= The Korean Channel =

American Korean-language TV channel

The Korean Channel is the first Korean-speaking television channel in the United States. Based in College Point, Queens in New York City, it was a local cable station from launch until 2017, when it was made available nationwide on DirecTV. It airs programming syndicated from Korean television networks, as well as local programming.

==History==
The channel started broadcasting on March 7, 1986, by initiative of founder Sam (Sang-ki) Han. Before its launch, Korean dramas, news and variety shows were broadcast on WNJU (currently a Telemundo O&O) on Sunday mornings in 1982 between 9am and 10:30am under the name Daehan Broadcast. When it started, it delivered a daily twelve-hour schedule from 12pm to 12am on the Brooklyn-Queens Cable System, as one of the first ethnic channels available.
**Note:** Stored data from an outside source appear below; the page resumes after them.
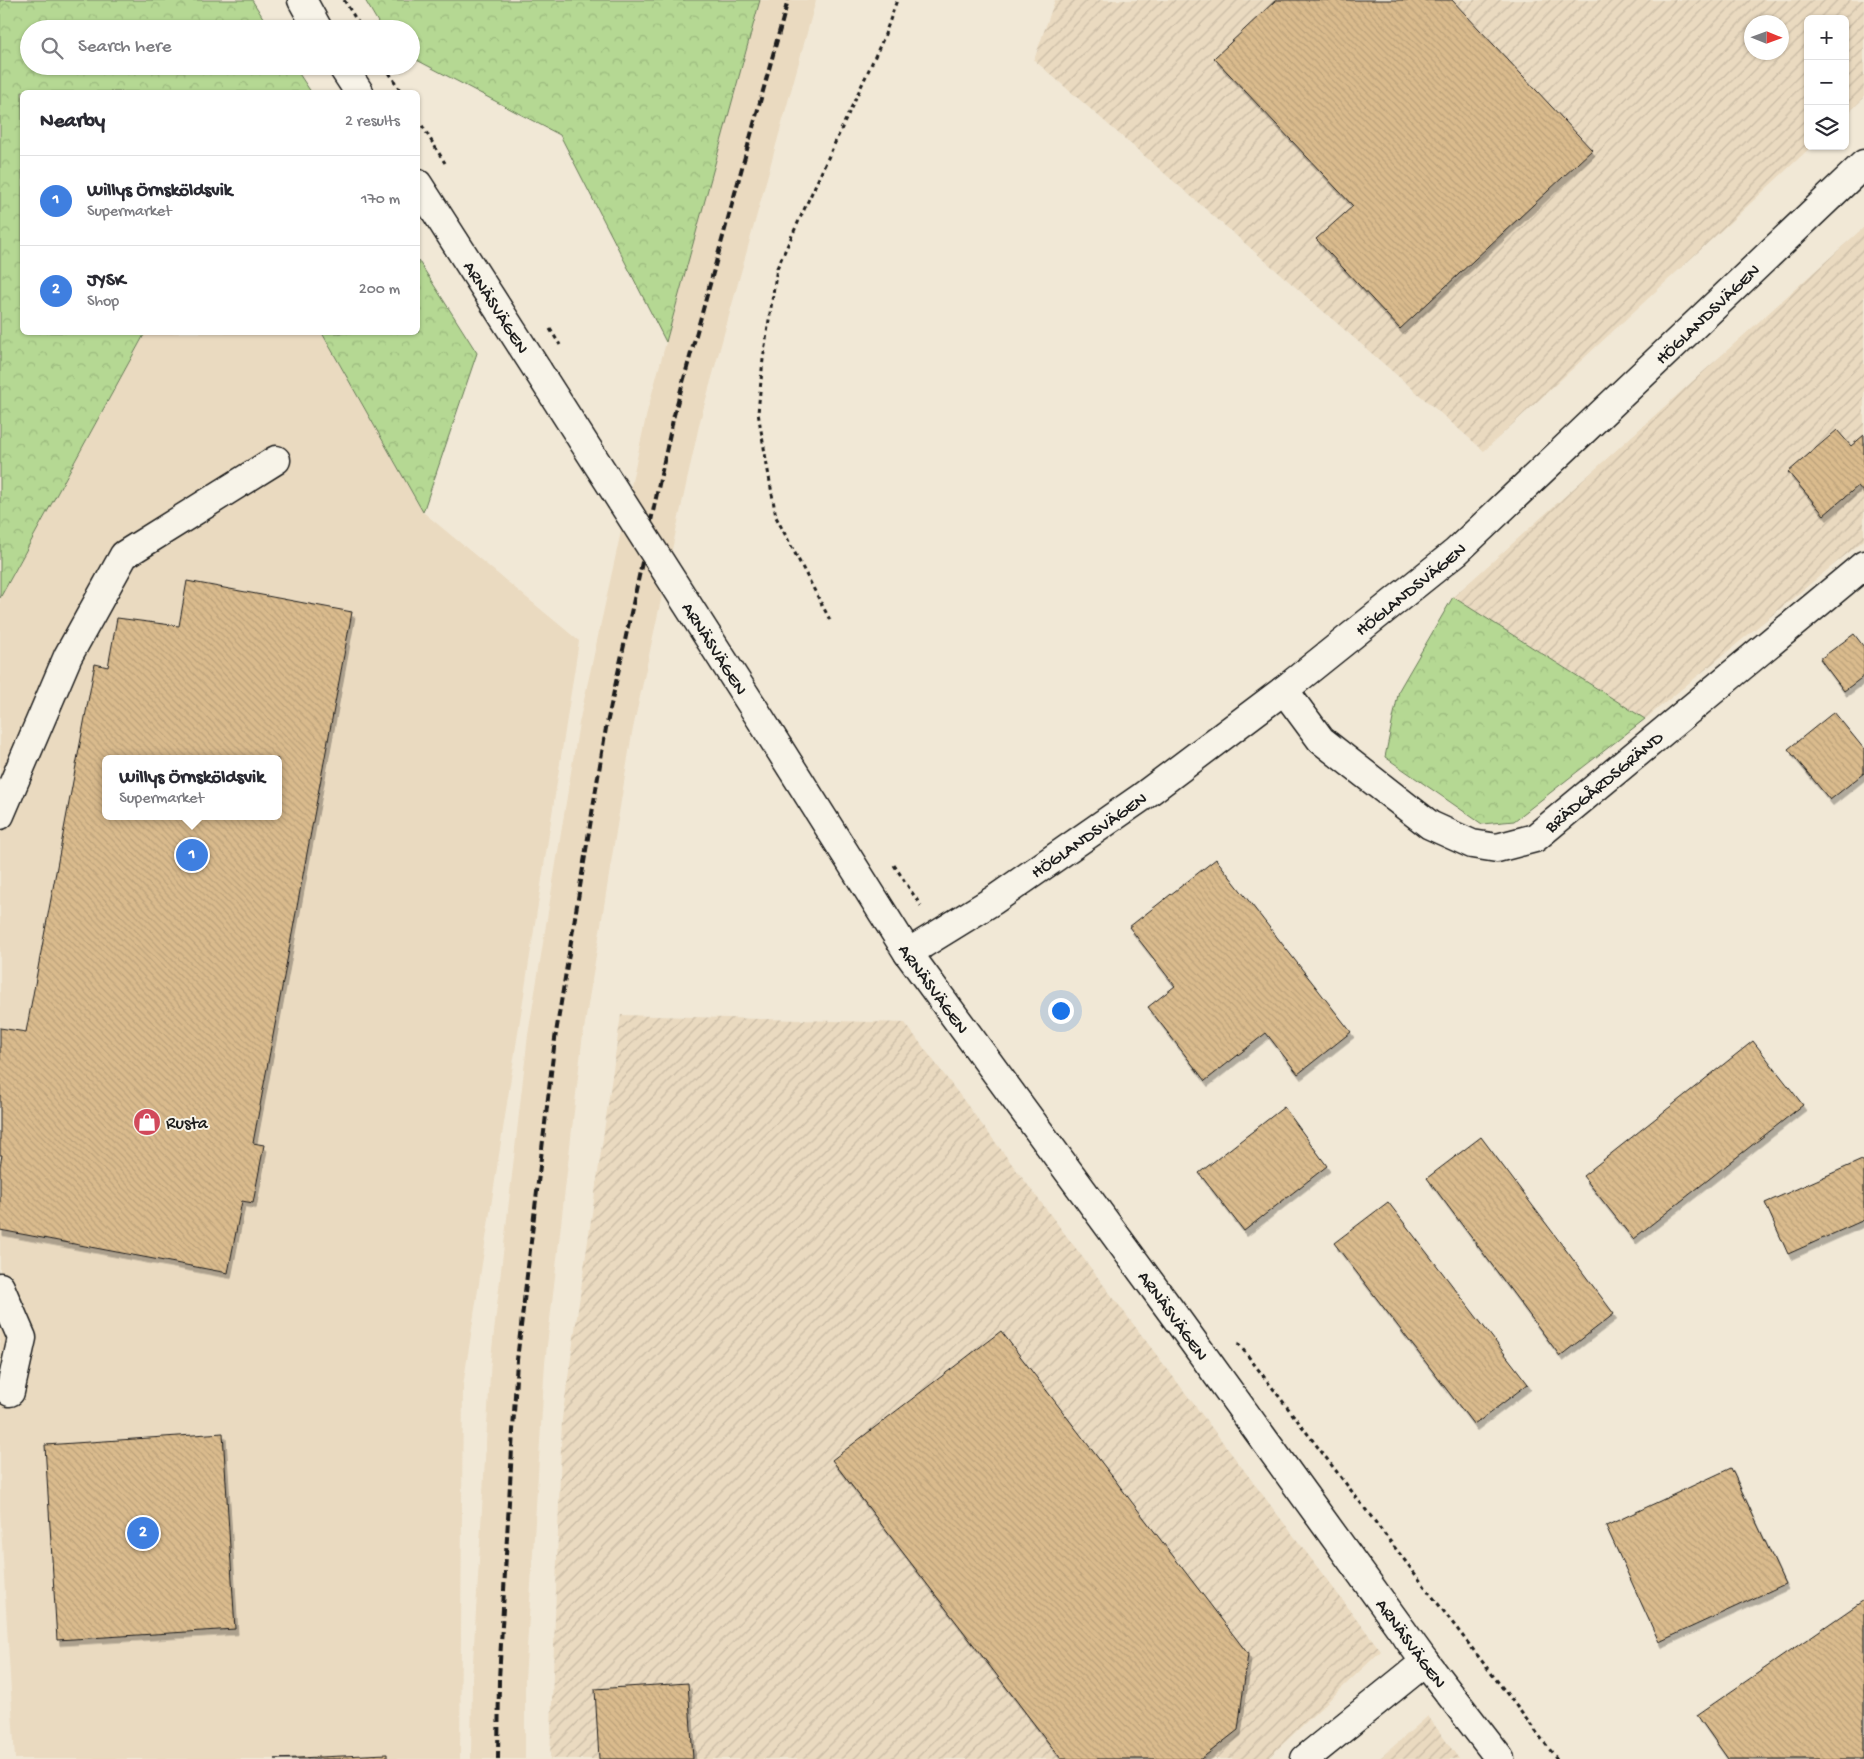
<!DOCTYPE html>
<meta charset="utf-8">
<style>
body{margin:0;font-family:"Gochi Hand",sans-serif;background:#f7f7f7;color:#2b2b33}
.controls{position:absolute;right:15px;top:15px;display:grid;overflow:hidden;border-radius:8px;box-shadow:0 1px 4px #0004}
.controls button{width:45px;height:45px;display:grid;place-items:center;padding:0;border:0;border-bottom:1px solid #e1e1e2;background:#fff;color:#2b2b33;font:25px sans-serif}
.compass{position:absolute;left:1744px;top:15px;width:45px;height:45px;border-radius:50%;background:#fff;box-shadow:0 1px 4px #0004;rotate:91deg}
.you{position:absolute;left:1060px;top:1010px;width:18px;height:18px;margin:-12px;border:4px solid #fff;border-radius:50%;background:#1a73e8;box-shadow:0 0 0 8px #1a73e833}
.badge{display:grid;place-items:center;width:32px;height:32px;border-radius:50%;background:#db2777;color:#fff;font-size:16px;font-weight:700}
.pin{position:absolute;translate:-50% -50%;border:2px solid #fff;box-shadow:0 1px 5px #0006}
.popup{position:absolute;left:102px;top:755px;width:180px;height:65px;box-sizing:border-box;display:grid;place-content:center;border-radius:8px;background:#fff;filter:drop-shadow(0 1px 4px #0005);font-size:16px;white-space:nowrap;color:#7c7c81}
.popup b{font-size:19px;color:#2b2b33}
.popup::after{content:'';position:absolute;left:50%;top:100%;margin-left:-10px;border:10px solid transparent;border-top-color:#fff}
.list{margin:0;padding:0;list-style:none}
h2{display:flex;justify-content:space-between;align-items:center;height:65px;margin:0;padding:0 20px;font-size:21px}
h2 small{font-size:16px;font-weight:400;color:#7c7c81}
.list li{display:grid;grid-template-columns:32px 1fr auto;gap:15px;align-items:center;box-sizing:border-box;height:90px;padding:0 20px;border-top:1px solid #e1e1e2}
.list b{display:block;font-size:19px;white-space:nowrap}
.list p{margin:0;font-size:16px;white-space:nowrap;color:#7c7c81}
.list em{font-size:16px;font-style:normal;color:#7c7c81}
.icon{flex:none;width:28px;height:28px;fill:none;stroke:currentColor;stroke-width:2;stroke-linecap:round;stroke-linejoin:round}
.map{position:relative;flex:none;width:1864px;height:1759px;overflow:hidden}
.search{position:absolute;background:#fff;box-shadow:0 1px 4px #0004;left:20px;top:20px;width:400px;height:55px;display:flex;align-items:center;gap:12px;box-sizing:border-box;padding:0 18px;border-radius:28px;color:#7c7c81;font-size:19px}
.panel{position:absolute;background:#fff;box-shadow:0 1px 4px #0004;left:20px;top:90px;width:400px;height:245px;border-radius:8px}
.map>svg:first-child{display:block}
</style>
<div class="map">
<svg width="1864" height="1759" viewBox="0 0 1864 1759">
<defs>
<pattern id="industrial-furrows" width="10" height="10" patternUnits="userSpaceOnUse" patternTransform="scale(1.25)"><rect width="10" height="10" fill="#eadac0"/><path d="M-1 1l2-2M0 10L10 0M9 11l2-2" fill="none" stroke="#c8baa4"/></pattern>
<pattern id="forest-crowns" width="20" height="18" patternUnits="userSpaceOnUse" patternTransform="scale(1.25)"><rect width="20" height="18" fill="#b5d893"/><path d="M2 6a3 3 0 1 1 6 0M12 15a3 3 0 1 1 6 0" fill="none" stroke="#9bb97e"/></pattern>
<pattern id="building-back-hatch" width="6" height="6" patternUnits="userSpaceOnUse" patternTransform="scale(1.25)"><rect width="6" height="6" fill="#dabb8d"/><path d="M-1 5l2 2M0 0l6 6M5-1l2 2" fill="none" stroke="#baa079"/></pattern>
<filter id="shadow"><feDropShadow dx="3" dy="5.5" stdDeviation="0" flood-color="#0004"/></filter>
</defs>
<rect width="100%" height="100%" fill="#f1e8d6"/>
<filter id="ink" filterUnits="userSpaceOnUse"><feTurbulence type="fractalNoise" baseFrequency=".02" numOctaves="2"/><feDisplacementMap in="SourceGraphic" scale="10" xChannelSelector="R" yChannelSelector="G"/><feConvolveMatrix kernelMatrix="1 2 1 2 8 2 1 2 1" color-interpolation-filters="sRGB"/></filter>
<g filter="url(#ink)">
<path fill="#eadac0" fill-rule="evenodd" d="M 760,0 L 816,0 L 700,421 L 632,733 L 582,1042 L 545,1363 L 525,1680 L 525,1759 L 471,1759 L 472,1678 L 491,1358 L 528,1035 L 579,723 L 648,408 Z
M 145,333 L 322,333 L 423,512 L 579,641 L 463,1386 L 460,1759 L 15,1759 L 0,1509 L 0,598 ZM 106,759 L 278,759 L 278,816 L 106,816 Z"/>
<path fill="url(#industrial-furrows)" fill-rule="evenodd" d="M 1055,0 L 1864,0 L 1864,98 L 1845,116 L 1845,19 L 1808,19 L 1808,146 L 1812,146 L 1484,451 L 1034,60 ZM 1752,22 L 1782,22 L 1782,52 L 1752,52 Z
M 1864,227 L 1864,540 L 1645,719 L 1453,597 Z
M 621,1015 L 905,1023 L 1381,1651 L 1267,1759 L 550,1759 L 562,1419 Z
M 1428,1716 L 1459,1759 L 1379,1759 Z"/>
<path fill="url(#forest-crowns)" stroke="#687a58" d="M 0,0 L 252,0 L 270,29 L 29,29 L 29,66 L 294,66 L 311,92 L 22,92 L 22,332 L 145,333 L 0,598 Z
M 365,0 L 760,0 L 666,342 L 560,135 L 411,57 L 411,29 L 382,29 Z
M 418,260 L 477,353 L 423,512 L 322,333 L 418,332 Z
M 1453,597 L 1645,719 L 1514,821 L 1482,824 L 1385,757 L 1399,690 Z"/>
<path fill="url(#building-back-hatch)" stroke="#1c1c1c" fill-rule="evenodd" filter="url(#shadow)" d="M 1276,0 L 1452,0 L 1592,150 L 1400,329 L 1316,239 L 1353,206 L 1214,58 Z
M 1837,430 L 1851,446 L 1864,435 L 1864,493 L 1858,486 L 1824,515 L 1788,472 Z
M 187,581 L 352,612 L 253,1143 L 264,1145 L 253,1203 L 242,1201 L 228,1273 L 0,1230 L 0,1166 L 2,1155 L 0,1155 L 0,1028 L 26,1032 L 95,664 L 108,667 L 117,618 L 179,626 ZM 106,759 L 278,759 L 278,816 L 106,816 Z
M 1854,634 L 1864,647 L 1864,676 L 1844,691 L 1820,659 Z
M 1834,712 L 1864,749 L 1864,773 L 1830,800 L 1788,749 Z
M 1216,859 L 1351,1032 L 1298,1074 L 1266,1033 L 1205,1081 L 1148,1007 L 1175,986 L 1129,927 Z
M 1753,1041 L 1803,1105 L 1633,1239 L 1583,1176 Z
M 1284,1107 L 1327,1166 L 1244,1231 L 1199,1173 Z
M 1481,1137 L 1614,1314 L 1560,1356 L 1427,1178 Z
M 1862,1160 L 1864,1163 L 1864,1220 L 1788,1254 L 1765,1203 Z
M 1388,1202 L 1528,1384 L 1474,1425 L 1334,1243 Z
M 1001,1331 L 1248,1654 L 1238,1730 L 1201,1759 L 1061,1759 L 832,1460 Z
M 223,1433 L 235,1629 L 57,1640 L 45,1445 Z
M 1731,1468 L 1785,1584 L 1659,1642 L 1606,1526 Z
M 1864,1600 L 1864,1759 L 1728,1759 L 1697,1715 Z
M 688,1683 L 693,1759 L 599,1759 L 595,1689 Z
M 387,1754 L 387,1759 L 275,1759 Z"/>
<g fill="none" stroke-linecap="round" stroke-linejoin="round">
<g stroke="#1c1c1c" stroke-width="31">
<g id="minor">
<path d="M 302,0 L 318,29"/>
<path d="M 342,66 L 359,92"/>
<path id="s1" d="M 418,184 L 538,371"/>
<path id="s2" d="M 1284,690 L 1321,740 L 1430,825 L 1472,844 L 1497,848 L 1535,838 L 1864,565"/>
<path id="s3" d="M 753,707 L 908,953 L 1171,1311 L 1425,1662 L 1500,1759"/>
<path d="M 0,815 L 68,656 L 124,555 L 276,460"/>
<path id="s4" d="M 908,953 L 994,900 L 1142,797 L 1284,690 L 1456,552 L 1864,164"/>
<path d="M 0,1287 L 22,1338 L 10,1392"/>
<path d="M 1305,1759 L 1425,1662"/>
</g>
</g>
<path stroke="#1c1c1c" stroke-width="3" stroke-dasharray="4 4" stroke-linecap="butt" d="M 344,0 L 362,29
M 385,66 L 401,92
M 418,119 L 445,163
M 830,620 L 776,517 L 758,413 L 763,359 L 777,268 L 884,37 L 897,0
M 894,865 L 921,906
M 1238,1343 L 1557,1759"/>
<use href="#minor" stroke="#f7f3e8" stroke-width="28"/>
<path stroke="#1c1c1c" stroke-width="4" stroke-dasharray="8 4" stroke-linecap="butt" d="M 498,1759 L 499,1679 L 517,1360 L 555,1039 L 606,728 L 674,415 L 788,0"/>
<g stroke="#1c1c1c" stroke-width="31" stroke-linecap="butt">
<g id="minor-bridge">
<path id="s5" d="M 538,371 L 753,707"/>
</g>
</g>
<path stroke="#1c1c1c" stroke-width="3" stroke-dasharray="4 4" stroke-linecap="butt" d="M 550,329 L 560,345"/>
<use href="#minor-bridge" stroke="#f7f3e8" stroke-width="28"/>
</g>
</g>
<defs>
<g id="shop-disc" transform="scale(1.4375)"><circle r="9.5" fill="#d1495b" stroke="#f7f3e8"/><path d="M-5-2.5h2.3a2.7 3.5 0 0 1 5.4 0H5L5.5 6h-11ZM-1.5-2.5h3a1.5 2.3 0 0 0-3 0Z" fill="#fff"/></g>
</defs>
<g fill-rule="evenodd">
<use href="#shop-disc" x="147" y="1122"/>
</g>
<g text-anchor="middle" stroke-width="4" stroke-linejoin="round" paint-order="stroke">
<g font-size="18" fill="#1c1c1c" stroke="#f7f3e8">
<text dy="6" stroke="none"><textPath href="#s1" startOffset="146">ARNÄSVÄGEN</textPath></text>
<text dy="6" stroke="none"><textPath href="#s4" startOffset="1026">HÖGLANDSVÄGEN</textPath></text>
<text dy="6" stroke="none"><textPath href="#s4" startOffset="621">HÖGLANDSVÄGEN</textPath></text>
<text dy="6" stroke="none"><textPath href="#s5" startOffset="329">ARNÄSVÄGEN</textPath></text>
<text dy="6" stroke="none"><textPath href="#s2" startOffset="400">BRÄDGÅRDSGRÄND</textPath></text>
<text dy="6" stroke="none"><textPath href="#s4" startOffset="216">HÖGLANDSVÄGEN</textPath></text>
<text dy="6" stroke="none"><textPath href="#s3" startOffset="335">ARNÄSVÄGEN</textPath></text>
<text dy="6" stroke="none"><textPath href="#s3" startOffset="740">ARNÄSVÄGEN</textPath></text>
<text dy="6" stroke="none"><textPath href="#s3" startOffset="1145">ARNÄSVÄGEN</textPath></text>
</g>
<g font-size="18" fill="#1c1c1c" stroke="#f7f3e8" text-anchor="start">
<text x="166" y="1128">Rusta</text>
</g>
</g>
</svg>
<div class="controls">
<button>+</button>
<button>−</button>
<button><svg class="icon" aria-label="layers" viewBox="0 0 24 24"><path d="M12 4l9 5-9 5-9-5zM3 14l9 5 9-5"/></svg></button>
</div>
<svg class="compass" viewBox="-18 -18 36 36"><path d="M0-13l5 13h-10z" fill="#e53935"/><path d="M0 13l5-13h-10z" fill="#7c7c81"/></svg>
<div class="you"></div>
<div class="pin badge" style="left:192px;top:855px;background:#3f7fe0">1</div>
<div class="popup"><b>Willys Örnsköldsvik</b>Supermarket</div>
<div class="pin badge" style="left:143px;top:1533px;background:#3f7fe0">2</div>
<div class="search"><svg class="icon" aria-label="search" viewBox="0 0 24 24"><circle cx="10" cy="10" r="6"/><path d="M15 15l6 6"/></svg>Search here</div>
<section class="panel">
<h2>Nearby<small>2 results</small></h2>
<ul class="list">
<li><span class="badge" style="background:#3f7fe0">1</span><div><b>Willys Örnsköldsvik</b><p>Supermarket</p></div><em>170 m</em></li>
<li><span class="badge" style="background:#3f7fe0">2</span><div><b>JYSK</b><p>Shop</p></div><em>200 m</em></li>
</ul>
</section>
</div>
The channel over time expanded its schedule to include live coverage of special events such as Korean presidential elections, the 1988 Summer Olympic Games held in Seoul, began carrying KBS news bulletins live by satellite in 1989 and provided Korean commentary of the 1990 FIFA World Cup to subscribers on a pay-per-view basis. The channel extended to 18 hours in 1990 and to 24 hours in 1991, after which a direct fiber link was established with the cable company. The channel broadcast from a converted warehouse in Flushing in its early years. As of 1991, the channel charged $12 per subscription and was reaching 4,000 households.

Since 2004, the channel has an agreement with SBS to provide content. In 2014, the channel was made available on DirecTV, enabling the channel to be available on a national scale for the first time.